To what extent do you think that it is conscious?
Your first example sounds like status quo bias. I cannot tell what causes your second example (and I notice that I am confused). What do you think causes teachers to act like this?
Is Orwellian double-talk, if they are being compelled it can hardly be “of their own accord”.
This whole post is so vague that there is no real substance there to respond to. If you want useful feedback you need to break it down and be more concrete.
Not necessarily, If I hire someone to yell at me every time I get distracted from work they are compelling me to work more, but I went into the situation of my own accord.
Youth additional capability, coolness, connection, charm, caring and contributions are vital elements for healthy youth development. Based on this theoretical implication, engaging students in school activities would encourage these characters towards their activism, now and then. Since I am assignment writer at Assignment Help Empire. Hence, the perception of teachers would unmask the role of schooling on this ground.
Learning is difficult because it needs effort which isn’t immediately rewarded, not because it is scary. What worldviews are challenged if one learns painting, skiing, playing piano, calculus, group theory, Chinese, C++ … ? From my experience, learning the worldview changing facts is usually among the easiest things, for their significance is easily recognised. Motivated cognition may lead one to reject the facts, but they have to be (and usually are) learned and remembered before rejection.
What is really difficult: learning a complicated skill which challenges nothing, inspires nothing, takes a long time to master and is useful, but difficult to be excellent at.
An Approach to Education
I disagree with the applicability of the criticisms of others when they said that the post is vague. The post represents a way of thinking about the problem, and so it is possible to say where the thinking went wrong and where it didn’t. Vagueness is something that is more of a sin for a proposed solution.

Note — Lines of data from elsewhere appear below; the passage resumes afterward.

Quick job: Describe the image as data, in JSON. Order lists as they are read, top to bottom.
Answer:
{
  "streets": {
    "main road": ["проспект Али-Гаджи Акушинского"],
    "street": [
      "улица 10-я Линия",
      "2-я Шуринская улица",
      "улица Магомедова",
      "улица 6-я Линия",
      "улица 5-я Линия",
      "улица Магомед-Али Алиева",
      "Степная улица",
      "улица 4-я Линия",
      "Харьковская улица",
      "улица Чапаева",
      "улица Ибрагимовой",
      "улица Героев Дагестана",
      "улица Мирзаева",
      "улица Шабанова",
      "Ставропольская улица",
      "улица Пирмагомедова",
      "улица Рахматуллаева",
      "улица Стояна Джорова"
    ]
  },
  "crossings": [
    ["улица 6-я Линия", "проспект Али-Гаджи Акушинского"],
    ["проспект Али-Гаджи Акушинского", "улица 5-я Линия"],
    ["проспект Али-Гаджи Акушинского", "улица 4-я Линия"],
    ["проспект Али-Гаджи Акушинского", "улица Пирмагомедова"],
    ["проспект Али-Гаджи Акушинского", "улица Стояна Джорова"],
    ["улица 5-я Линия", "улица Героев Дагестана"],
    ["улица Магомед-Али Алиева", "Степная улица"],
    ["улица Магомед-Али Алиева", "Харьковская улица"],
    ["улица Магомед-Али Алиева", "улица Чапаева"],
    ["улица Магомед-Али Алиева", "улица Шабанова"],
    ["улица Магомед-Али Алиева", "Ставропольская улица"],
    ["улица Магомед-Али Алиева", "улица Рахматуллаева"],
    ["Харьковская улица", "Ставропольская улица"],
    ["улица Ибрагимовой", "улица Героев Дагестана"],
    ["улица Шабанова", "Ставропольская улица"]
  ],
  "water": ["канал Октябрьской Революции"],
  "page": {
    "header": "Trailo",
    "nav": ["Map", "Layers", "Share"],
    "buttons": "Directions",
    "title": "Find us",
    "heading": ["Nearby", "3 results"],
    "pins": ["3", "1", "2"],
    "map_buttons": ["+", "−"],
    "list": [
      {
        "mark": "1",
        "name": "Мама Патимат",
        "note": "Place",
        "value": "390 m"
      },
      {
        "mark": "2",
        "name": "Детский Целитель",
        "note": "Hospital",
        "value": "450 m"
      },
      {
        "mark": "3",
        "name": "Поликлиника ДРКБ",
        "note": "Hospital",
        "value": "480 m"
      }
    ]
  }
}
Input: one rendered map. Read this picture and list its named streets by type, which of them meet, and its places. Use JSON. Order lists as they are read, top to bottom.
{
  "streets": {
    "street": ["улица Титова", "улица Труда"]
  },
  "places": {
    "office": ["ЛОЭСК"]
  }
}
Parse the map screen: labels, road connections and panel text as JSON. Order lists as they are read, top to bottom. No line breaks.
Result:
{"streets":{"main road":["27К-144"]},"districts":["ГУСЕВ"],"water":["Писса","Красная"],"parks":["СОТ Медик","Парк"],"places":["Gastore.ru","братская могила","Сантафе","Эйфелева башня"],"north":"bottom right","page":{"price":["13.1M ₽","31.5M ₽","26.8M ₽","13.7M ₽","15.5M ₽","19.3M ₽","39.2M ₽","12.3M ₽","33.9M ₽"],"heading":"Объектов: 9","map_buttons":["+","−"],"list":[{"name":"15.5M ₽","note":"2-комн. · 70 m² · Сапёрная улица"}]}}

So here is where I think the thinking went wrong:
Not necessarily. Maybe the best thing to do is have is children be home schooled from ages 6-12, followed twenty to forty yeas of academia. It might be that spending money on children’s education isn’t efficient for meeting any goals.
Not most of them. Their biggest impact is influencing children.
It’s also difficult because math is hard.
Make them pay dearly for it, because people value things they spent money on! I say this because it is the opposite of what you concluded based on different, valid considerations, but there are a lot of human biases that interact to make certain approaches more likely to succeed even though those approaches also have their own drawbacks.
Conjunctions. The more steps there are, the more steps for people to choose other than as you would have them choose, or for events to otherwise not work out.
Education can be great for individuals without being good for a society. To the extent what is achieved is signaling one’s relative worth, society loses from educational investment, even as individuals gain from it and those who don’t have it could most use it.
Research shows that humans are most adept at learning early in life.
First, I want to second what billswift said: your post is vague and insubstantial. You also don’t cite evidence for your claims, many of which seem wrong or non-obvious to me.
How do you propose adults be “compelled of their own accord”? This is a very important feature of your proposal, but you don’t explain it at all.
Learning is often difficult, but not because it challenges worldviews. I don’t believe in the Freudian or Marxist worldview, but I don’t find them too difficult to understand. And there is nothing about linear algebra that challenges my worldview, but I find it hard to study.
What you’re describing is price discrimination. The main effect of price discrimination is to extract much more of the consumer surplus than would otherwise be possible.